* Questions on charset encoding detection and keyboard layout
@ 2009-12-10 14:42 Hou, Ruoyu
2009-12-10 19:03 ` Eli Zaretskii
0 siblings, 1 reply; 7+ messages in thread
From: Hou, Ruoyu @ 2009-12-10 14:42 UTC (permalink / raw)
To: Emacs Mailing List
Hello,
I am a beginner to emacs and starting to experience some problems on
multilingual editing. I just hope someone would kindly give me some
hints. My main platform is NetBSD 5.0.1 running emacs23.1-gtk from pkgsrc.
1. My working environment involves handling documents with major eastern
Asian characters in different encodings(GB2312, GB18030, BIG5, GBK,
UTF-8, Shift-JIS, EUC-JP, ISO-2022-JP). My language environment was set
as UTF-8, because I want all the documents *I create* saved as UTF-8,
and properly display/edit/save other file in different encodings without
changing the raw encodings. I noticed that my emacs was not properly
recognizing documents encoded with euc-jp, so I have to manually set it
every time I encounter such documents. Is there any configurations I
could tweak to accurately auto-detect and display the file encodings I
mentioned above? In most occasions, I don't have any a priori knowledge
on what the exact encoding is in a given document.
From the manual I learnt that some encodings are not easily
distinguishable one another. So I guess the setting would be delicate.
Some gvim user mentioned that EUC-JP has to be located before GBK in
encoding list to get appropriate result.
2. I'm using a computer with Japanese keyboard layout(a 84-key notebook
variant of jp-106). When using emacs in X GUI mode, the language
conversion keys (<henkan>, <muhenkan>, <hirakana/katakana>, etc.)

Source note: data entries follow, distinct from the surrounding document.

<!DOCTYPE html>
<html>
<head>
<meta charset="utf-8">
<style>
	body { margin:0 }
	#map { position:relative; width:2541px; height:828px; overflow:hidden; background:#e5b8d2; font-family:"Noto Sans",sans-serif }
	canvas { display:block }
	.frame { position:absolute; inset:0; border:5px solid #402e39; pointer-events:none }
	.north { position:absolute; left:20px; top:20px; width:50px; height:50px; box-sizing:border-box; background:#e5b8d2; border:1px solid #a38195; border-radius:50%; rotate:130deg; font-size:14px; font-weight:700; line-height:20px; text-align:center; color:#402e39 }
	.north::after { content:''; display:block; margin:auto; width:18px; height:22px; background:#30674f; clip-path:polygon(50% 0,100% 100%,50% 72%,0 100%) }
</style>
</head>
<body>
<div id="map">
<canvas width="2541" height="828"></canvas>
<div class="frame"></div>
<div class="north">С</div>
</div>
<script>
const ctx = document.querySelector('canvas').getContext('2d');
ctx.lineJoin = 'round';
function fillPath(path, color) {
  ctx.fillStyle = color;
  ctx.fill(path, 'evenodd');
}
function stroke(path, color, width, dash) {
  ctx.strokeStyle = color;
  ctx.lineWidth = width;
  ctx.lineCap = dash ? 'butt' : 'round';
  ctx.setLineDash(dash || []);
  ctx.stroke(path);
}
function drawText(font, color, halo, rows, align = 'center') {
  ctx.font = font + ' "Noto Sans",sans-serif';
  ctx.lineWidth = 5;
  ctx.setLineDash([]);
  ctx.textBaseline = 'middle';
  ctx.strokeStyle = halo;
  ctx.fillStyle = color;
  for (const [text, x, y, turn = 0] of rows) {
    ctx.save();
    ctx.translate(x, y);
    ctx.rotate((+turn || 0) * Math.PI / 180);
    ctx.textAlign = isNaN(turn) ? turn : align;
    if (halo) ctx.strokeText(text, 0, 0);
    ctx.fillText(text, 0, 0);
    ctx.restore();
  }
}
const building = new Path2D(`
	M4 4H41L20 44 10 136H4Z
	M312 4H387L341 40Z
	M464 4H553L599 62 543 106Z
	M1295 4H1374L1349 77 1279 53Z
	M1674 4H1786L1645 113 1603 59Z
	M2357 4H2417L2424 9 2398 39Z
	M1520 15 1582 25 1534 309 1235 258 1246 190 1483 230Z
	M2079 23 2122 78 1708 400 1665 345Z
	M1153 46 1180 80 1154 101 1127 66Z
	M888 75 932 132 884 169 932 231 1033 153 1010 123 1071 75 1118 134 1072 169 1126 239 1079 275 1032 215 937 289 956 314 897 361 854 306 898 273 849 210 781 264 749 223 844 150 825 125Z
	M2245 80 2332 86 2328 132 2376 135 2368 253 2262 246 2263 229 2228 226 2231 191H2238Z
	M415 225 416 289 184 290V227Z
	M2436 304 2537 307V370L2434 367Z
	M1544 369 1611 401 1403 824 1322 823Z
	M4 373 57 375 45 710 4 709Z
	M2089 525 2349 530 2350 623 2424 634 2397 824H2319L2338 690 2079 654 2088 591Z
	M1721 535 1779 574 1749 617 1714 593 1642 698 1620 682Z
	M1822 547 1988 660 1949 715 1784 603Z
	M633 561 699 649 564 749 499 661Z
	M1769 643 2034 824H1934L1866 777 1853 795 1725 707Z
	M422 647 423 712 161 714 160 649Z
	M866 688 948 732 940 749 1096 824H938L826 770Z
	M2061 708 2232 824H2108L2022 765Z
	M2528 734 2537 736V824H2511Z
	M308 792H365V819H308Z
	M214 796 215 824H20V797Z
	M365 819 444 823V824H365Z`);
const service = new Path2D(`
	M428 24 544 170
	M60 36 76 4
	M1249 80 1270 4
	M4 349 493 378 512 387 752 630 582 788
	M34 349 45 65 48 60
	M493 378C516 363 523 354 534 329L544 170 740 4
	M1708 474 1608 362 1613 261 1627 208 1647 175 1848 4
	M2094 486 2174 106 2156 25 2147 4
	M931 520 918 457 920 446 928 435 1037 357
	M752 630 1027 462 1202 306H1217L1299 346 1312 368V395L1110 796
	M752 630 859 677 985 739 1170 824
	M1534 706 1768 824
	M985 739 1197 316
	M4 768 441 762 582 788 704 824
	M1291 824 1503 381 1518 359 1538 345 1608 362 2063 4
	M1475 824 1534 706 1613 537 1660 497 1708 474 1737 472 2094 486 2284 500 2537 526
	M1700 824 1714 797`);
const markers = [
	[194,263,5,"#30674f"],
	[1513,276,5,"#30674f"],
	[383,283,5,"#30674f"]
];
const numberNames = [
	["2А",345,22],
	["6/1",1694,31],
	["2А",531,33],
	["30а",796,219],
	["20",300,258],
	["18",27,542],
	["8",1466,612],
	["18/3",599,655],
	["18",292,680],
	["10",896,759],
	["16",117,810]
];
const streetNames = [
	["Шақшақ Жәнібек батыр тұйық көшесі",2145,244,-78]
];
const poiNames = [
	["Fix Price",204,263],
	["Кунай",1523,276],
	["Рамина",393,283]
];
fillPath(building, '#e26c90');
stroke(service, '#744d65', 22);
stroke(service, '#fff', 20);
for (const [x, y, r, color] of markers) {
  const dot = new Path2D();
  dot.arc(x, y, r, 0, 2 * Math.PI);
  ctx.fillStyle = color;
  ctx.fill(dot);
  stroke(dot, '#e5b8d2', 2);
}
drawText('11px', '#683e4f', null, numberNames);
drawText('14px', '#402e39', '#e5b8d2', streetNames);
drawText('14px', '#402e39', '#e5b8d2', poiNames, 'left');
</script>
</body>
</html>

respond perfectly in echo area, so I can bind some key macros to toggle
Japanese input method. However, when I start emacs -nw in say uxterm,
those keys are not echoed.
Frankly, I prefer to run emacs in non-GUI mode for faster response on my
old notebook. I'm wondering if I could also configure those conversion
keys to work the same as in GUI mode. Do I have to changing any settings
in X or emacs? Is there anyone experiencing a similar situation?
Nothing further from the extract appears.